When Government Picks Winners, It Mostly Chooses Losers

In an article for Cato mocking the Obama Administration for creating energy technology forecasts that run to the year 2300, Pat Michaels wrote:

Consider the case of domestic natural gas. In 2001, everyone knew that we were running out. A person who opined that we actually would soon be able to exploit hundreds of years’ worth, simply by smashing rocks underlying vast areas of the country, would have been laughed out of polite company.

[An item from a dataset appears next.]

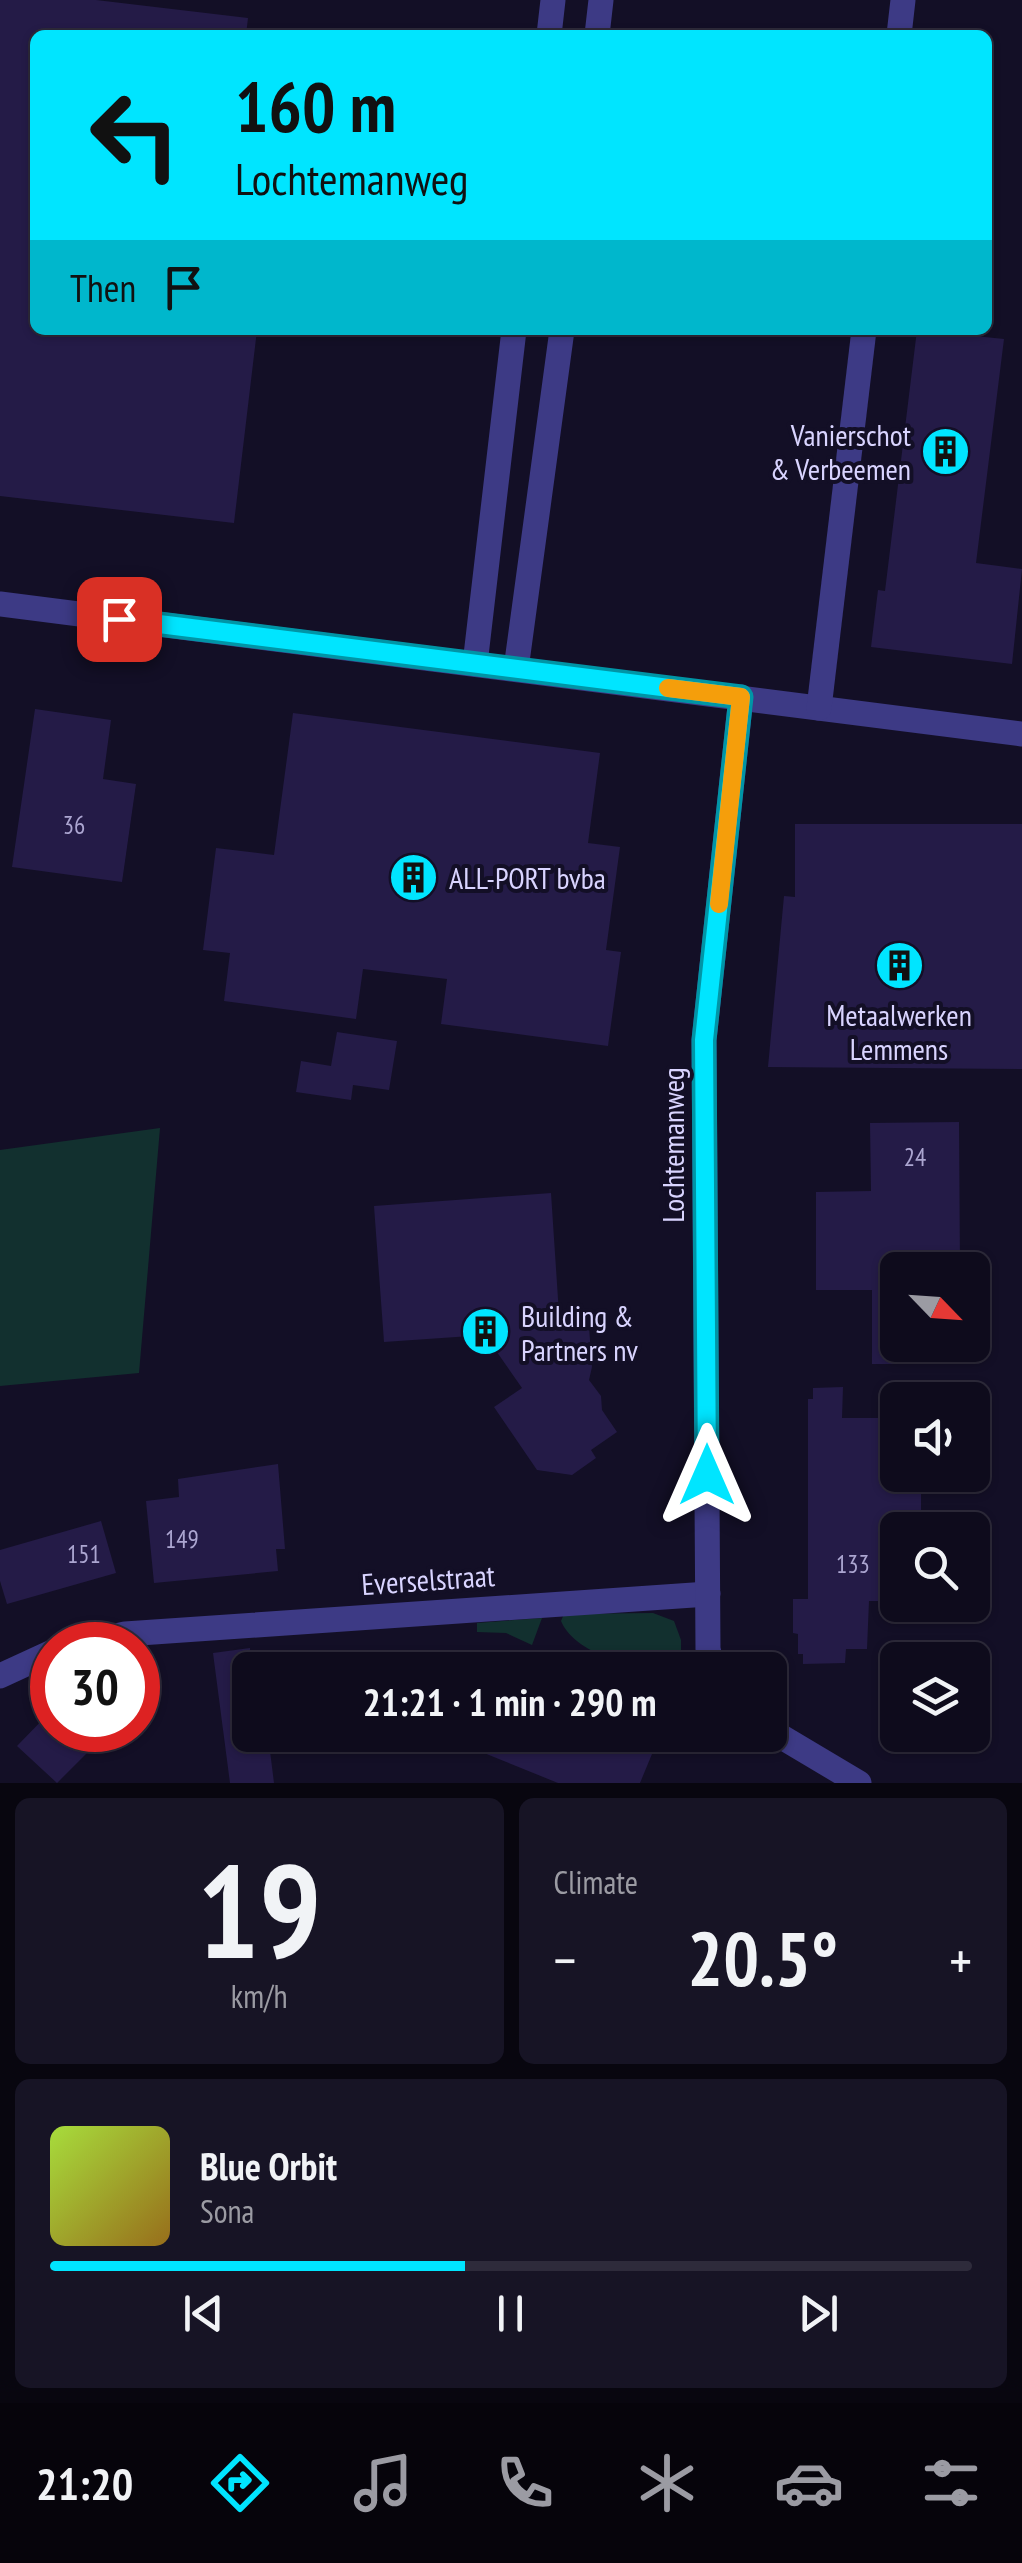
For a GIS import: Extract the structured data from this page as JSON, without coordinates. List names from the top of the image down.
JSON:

Energy statists on the Left today are trying to get rid of coal-fired electricity generation in this country (due to climate concerns).  But one thing that few people remember is that a significant reason we have so much coal-fired electricity generation in this country is that energy statists on the Left in the 1970's mandated it.  I kid you not:

The Powerplant and Industrial Fuel Use Act (FUA) was passed in 1978 in response to concerns over national energy security. The 1973 oil crisis and the natural gas curtailments of the mid 1970s contributed to concerns about U.S. supplies of oil and natural gas. The FUA restricted construction of power plants using oil or natural gas as a primary fuel and encouraged the use of coal, nuclear energy and other alternative fuels. It also restricted the industrial use of oil and natural gas in large boilers.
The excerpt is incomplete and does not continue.